Unter dem Salzstock von Gorleben lagert Gas - eine Tatsache, die schon seit längerem bekannt ist. Sollte jedoch noch mehr Gas gefunden werden, könnte das ein K.O-Kriterium für ein Endlager in Gorleben sein - eine neue Erkenntnis.
Gas im Salzstock Gorleben - von dieser Tatsache hat sich Umweltminister Norbert Röttgen selbst überzeugen können, als er am 2. Dezember in das geplante Atommüllendlager hinab fuhr. Der Präsident des Bundesamtes für Strahlenschutz, Wolfram König, zeigte dem Minister, wo Kohlenwasserstoff aus dem Salz quillt, flüssiges Gas, genau dort, wo hochradioaktiver Müll gelagert werden würde:
"Ja, wenn sie dran riechen, werden sie sehen, wonach es riecht, es ist wie Heizöl."
"Ölig."
"Genau, es ist ein Kohlenwasserstoff, der hier austritt."
Gas in Gorleben - das ist seit Jahrzehnten bekannt. Es gibt im Wesentlichen drei Besorgnis erregende Gasfunde. Der erste ist gewöhnliches Erdgas in 4000 Meter Tiefe, also unter dem Salzstock. Dieses Erdgas wird kommerziell gefördert. Allein dieses Erdgas unter dem Salzstock sei schon Grund genug, im Salzstock kein Endlager einzurichten, sagt Greenpeace. Es gibt aber auch Gas im Salzstock selber, wie Norbert Röttgen mit eigenen Augen gesehen hat, eben dieses leicht entflammbare Kohlenwasserstoffgas. Dieses Gas wurde schon Ende der 60er-Jahre mehrmals entdeckt, damals noch ganz weit unten am Boden des Salzstocks in gut 3000 Meter Tiefe. 1982 dann wurde es plötzlich mitten im Salzstock gefunden, einmal gasförmig und einmal flüssig - und zwar genau dort, wo später mal der hochradioaktive Müll eingelagert werden soll, dort wo es Norbert Röttgen riechen konnte.
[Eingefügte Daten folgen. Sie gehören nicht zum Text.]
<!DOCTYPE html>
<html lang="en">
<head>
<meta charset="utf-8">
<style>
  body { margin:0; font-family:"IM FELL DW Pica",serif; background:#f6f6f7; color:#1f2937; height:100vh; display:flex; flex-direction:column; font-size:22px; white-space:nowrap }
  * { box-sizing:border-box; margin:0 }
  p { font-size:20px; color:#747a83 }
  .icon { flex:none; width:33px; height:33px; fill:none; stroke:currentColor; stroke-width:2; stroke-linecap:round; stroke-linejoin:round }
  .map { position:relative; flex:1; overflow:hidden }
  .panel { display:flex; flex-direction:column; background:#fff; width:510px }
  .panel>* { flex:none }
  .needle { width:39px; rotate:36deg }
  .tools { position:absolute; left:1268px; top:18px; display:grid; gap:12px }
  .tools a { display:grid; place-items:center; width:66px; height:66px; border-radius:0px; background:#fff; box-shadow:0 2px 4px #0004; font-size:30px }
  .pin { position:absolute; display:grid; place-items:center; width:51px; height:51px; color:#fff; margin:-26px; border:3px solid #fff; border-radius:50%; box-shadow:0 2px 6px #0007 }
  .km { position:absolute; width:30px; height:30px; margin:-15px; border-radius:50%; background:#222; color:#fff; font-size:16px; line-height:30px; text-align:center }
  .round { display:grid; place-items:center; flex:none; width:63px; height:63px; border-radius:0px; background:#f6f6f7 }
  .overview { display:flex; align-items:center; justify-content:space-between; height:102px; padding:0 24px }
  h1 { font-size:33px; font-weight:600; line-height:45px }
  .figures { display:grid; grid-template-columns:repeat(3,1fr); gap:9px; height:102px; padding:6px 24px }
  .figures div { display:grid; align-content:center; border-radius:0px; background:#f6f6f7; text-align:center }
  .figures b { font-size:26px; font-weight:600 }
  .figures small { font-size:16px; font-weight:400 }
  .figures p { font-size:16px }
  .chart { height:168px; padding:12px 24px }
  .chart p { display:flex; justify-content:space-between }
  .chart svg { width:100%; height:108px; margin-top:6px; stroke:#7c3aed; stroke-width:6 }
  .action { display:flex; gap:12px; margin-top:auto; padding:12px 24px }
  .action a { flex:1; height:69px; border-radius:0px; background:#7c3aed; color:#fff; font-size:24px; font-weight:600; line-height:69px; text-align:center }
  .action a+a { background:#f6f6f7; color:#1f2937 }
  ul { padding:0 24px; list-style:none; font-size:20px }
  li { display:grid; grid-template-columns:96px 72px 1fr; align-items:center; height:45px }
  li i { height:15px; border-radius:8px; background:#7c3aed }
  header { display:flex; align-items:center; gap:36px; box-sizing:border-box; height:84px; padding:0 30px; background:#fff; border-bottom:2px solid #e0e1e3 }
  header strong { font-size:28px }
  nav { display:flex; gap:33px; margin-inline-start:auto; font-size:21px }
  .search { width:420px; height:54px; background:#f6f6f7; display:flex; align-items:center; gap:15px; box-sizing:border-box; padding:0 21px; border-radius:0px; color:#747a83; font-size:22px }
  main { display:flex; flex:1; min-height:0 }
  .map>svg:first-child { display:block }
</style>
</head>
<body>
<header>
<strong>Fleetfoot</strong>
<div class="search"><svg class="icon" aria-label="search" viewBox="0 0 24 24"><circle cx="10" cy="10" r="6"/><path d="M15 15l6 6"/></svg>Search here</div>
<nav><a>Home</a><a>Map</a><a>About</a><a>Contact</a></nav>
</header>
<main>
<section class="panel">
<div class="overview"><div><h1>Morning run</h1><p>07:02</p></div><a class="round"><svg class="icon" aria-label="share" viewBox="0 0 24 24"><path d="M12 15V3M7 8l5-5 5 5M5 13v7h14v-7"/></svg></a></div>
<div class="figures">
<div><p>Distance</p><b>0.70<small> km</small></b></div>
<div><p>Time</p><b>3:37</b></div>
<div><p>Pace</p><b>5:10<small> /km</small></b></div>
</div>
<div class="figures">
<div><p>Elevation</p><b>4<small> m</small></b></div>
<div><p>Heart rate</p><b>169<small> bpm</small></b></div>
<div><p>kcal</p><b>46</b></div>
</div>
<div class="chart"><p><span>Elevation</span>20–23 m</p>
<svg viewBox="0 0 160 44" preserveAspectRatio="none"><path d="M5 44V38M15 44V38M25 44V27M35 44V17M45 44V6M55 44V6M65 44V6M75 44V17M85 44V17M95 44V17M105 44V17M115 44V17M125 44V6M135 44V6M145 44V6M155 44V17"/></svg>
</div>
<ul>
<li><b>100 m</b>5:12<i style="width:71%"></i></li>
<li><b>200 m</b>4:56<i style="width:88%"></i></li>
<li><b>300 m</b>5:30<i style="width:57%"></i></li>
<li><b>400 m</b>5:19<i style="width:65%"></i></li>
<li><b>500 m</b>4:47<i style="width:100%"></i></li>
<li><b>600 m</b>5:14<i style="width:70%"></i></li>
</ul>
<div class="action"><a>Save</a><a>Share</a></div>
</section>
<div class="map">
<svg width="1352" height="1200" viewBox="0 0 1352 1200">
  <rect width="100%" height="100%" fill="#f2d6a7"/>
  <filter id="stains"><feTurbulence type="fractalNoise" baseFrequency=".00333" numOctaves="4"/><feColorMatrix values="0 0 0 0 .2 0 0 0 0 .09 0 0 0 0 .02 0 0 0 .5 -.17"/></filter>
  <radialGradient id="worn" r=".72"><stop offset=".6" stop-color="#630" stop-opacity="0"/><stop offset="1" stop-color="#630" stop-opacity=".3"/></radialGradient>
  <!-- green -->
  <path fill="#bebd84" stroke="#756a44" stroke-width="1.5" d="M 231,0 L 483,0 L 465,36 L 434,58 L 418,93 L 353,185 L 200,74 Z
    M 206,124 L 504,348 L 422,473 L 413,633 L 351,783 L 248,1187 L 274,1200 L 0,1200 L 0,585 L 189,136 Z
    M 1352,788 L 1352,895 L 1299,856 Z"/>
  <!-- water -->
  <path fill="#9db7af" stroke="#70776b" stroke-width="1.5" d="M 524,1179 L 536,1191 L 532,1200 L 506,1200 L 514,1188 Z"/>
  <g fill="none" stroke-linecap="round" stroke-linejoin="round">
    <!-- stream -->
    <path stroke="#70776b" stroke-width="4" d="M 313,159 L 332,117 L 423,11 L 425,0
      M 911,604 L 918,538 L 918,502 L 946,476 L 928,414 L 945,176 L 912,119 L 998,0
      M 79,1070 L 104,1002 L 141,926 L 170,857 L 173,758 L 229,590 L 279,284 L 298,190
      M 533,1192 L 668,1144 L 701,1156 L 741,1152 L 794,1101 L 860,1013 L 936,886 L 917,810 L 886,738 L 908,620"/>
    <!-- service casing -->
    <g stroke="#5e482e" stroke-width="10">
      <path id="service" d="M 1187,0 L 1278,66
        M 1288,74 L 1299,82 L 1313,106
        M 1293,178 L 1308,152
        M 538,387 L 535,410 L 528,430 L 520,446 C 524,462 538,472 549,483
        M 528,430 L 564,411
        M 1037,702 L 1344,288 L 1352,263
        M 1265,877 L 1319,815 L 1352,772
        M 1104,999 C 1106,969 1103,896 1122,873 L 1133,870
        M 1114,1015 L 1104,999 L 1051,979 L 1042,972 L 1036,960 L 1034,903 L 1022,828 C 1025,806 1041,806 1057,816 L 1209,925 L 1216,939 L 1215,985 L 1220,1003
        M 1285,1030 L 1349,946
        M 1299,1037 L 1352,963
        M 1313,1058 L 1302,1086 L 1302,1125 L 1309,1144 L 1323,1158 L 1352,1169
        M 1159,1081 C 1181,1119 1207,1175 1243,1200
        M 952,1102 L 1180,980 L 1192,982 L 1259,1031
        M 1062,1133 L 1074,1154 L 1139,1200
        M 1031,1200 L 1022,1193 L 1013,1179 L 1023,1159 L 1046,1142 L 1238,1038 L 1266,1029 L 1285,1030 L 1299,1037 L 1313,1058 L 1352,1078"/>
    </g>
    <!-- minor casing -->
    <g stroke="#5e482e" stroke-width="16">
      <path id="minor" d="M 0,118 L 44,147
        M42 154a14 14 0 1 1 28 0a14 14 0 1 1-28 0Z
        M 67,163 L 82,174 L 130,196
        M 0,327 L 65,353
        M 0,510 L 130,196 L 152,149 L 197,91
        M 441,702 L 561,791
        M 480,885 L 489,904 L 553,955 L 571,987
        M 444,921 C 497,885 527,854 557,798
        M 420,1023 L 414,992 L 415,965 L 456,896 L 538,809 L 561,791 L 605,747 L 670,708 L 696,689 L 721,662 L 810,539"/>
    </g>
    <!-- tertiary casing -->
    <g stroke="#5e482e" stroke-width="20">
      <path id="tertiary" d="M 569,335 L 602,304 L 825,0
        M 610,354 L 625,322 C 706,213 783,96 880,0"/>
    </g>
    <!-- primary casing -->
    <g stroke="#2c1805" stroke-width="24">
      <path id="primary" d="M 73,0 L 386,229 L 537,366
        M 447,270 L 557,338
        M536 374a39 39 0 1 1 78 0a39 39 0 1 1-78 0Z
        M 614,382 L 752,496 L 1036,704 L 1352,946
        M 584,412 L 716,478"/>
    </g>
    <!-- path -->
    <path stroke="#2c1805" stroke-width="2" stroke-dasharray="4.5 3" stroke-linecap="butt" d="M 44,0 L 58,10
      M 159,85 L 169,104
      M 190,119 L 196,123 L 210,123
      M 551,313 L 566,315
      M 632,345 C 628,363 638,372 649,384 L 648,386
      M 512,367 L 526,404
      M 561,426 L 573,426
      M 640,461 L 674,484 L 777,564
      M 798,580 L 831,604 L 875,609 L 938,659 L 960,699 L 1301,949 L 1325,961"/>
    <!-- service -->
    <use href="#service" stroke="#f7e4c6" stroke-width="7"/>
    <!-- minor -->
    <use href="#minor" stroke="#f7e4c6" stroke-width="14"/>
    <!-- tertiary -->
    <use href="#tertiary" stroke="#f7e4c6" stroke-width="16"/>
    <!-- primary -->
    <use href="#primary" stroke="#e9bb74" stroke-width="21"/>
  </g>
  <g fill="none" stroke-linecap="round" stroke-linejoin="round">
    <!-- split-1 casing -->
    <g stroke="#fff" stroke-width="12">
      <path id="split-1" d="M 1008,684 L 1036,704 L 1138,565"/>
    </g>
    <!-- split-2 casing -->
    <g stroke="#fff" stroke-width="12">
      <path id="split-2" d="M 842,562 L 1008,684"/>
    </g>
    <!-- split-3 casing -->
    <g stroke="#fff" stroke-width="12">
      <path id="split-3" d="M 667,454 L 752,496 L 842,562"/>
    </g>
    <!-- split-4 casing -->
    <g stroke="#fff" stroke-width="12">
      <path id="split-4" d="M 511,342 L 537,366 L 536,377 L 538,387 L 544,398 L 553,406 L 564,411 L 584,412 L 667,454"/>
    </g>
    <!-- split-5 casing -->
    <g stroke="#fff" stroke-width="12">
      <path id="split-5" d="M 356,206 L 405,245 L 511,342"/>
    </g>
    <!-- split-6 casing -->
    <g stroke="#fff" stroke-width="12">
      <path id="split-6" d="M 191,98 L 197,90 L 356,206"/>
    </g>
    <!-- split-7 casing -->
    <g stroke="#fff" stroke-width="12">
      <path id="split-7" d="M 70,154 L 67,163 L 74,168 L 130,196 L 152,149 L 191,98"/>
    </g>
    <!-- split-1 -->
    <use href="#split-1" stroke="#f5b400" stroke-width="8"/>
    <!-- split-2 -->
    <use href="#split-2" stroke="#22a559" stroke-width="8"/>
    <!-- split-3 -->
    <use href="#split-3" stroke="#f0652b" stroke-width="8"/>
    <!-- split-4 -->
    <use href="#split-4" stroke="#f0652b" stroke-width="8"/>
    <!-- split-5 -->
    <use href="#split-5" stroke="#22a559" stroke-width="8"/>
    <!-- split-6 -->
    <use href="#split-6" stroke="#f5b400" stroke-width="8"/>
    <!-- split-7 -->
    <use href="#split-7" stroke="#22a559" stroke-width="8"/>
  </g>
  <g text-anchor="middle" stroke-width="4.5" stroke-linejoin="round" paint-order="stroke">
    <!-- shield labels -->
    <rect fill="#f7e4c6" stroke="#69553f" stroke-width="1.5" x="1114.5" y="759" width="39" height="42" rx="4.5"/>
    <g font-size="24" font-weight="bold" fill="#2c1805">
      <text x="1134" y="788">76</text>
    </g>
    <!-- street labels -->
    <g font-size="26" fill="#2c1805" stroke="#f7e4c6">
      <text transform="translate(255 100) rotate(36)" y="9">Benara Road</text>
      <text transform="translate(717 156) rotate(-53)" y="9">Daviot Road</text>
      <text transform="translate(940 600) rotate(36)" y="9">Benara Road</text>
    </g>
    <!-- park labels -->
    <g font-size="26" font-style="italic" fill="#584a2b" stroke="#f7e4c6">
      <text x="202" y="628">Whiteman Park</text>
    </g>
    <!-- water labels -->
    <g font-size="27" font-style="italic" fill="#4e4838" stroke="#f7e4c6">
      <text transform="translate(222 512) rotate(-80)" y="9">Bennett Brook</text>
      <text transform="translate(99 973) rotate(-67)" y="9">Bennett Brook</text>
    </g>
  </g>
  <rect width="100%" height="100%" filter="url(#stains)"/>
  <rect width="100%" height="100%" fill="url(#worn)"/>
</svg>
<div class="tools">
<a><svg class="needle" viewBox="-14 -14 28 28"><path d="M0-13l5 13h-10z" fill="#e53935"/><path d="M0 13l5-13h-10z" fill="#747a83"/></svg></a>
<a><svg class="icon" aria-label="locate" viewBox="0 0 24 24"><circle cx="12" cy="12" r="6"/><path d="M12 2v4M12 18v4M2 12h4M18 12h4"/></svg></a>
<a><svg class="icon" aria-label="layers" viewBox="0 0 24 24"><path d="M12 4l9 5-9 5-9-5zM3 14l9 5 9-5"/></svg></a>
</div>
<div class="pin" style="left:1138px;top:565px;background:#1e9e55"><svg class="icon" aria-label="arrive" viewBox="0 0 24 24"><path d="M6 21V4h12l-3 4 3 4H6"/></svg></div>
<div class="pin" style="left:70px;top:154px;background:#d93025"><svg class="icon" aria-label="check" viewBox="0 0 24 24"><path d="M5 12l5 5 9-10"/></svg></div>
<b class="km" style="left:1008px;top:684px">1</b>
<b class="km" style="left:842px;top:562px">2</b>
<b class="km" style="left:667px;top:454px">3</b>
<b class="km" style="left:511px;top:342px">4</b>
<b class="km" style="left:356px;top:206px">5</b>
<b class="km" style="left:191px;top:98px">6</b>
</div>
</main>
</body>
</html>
Die Frage ist nun: Wie konnte das Gas aus über 3000 Meter tiefe bis auf 800 aufsteigen, mitten rein ins geplante Endlager? Antwort: Durch das Anhydrid, poröses Gestein, das Wasser und Gas transportiert durch den Salzstock. Dieses Transportsystem erklärte der Präsident des Bundesamtes für Strahlenschutz auch Umweltminister Röttgen. Im Salzstock, so der BFS-Präsident...
" ... gibt es Durchgängigkeiten durch den Anhydrid."
"Nach oben?"
"Nach oben."
"Das ist der echte Problemfall dann, ja?"
"Ja, wenn hier im Nahbereich so was existieren würde, wäre das ein No-Go-Punkt für ein Endlager. Das ist dann sozusagen ein K.O.-Kriterium."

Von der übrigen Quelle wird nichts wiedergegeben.